- _Source information_
-.-.-
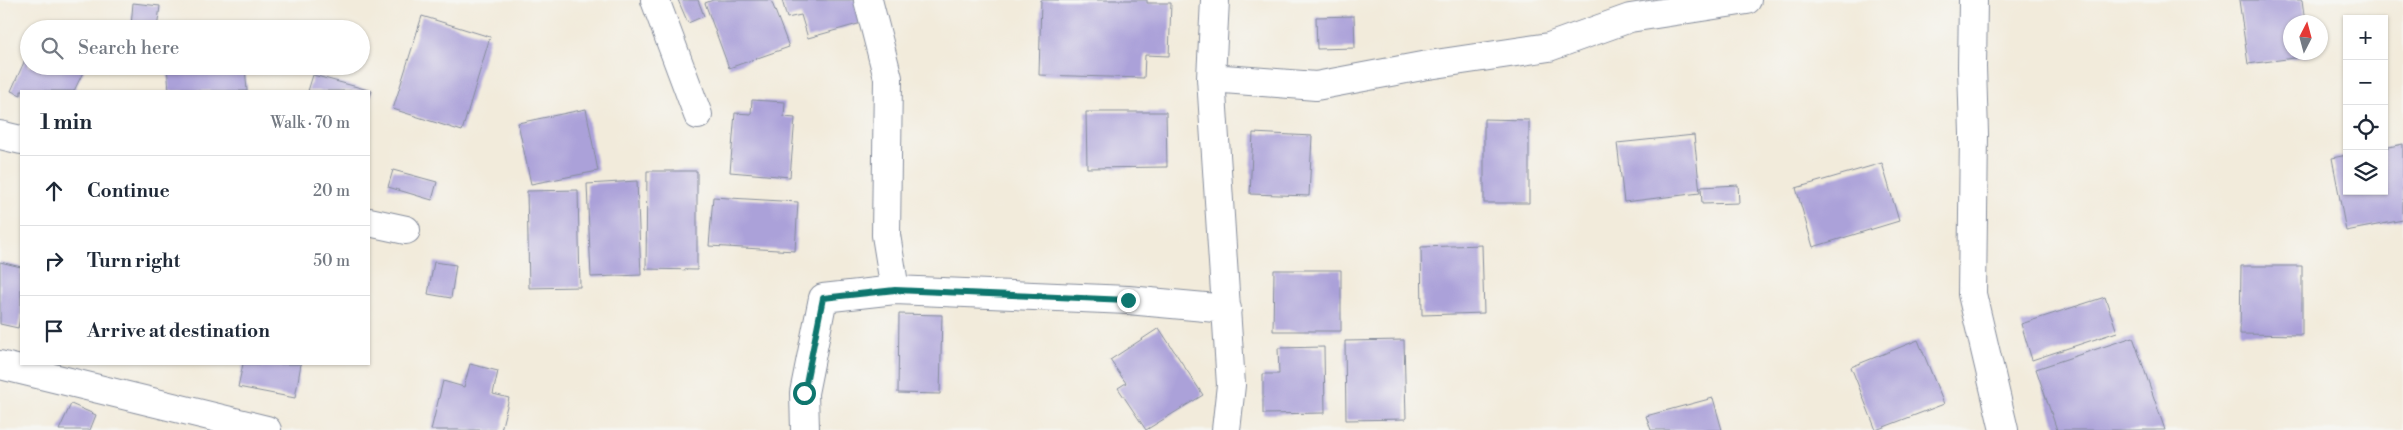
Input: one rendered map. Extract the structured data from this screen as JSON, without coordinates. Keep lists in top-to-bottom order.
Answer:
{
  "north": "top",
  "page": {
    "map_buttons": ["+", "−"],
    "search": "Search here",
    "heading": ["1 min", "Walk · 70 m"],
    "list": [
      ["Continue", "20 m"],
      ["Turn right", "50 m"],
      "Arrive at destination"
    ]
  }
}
-.-.-
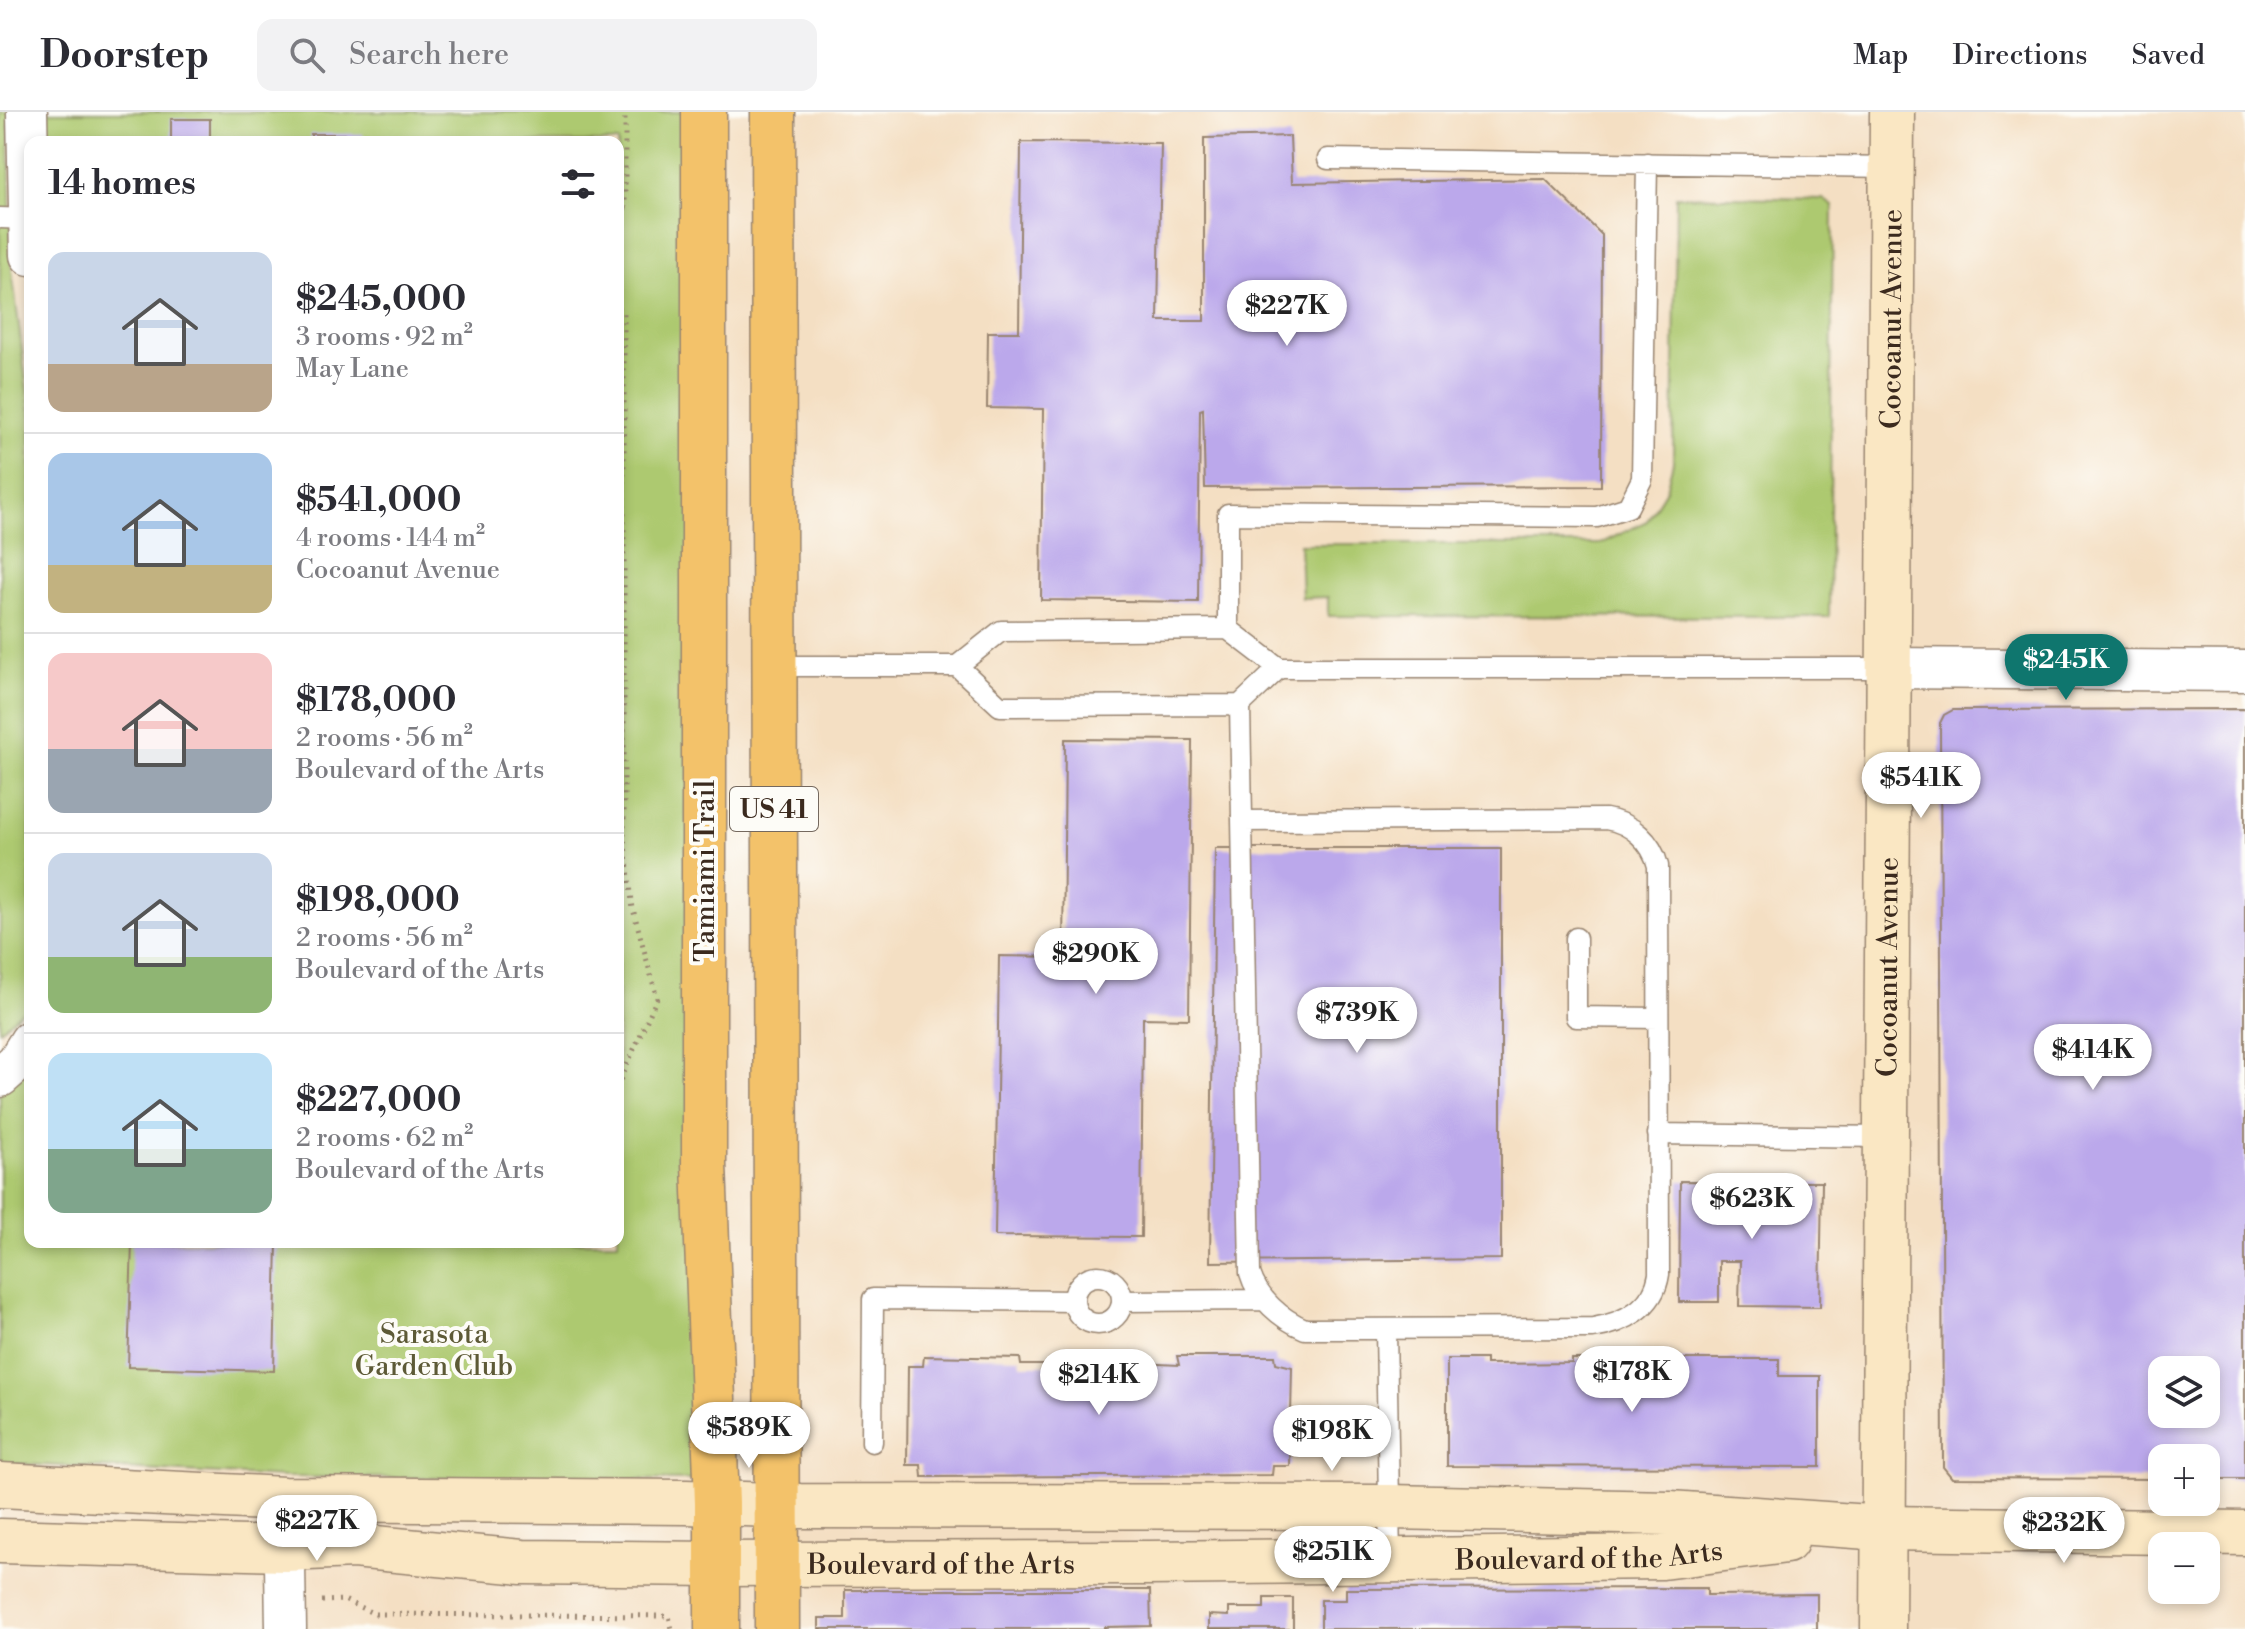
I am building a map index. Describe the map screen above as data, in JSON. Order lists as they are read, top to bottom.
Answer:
-.-.-
All lines holding the word "data" must be found in the listing and copied.

Input: one rendered map. Extract the structured data from this screen as JSON, without coordinates. Keep lists in top-to-bottom order.
I am building a map index. Describe the map screen above as data, in JSON. Order lists as they are read, top to bottom.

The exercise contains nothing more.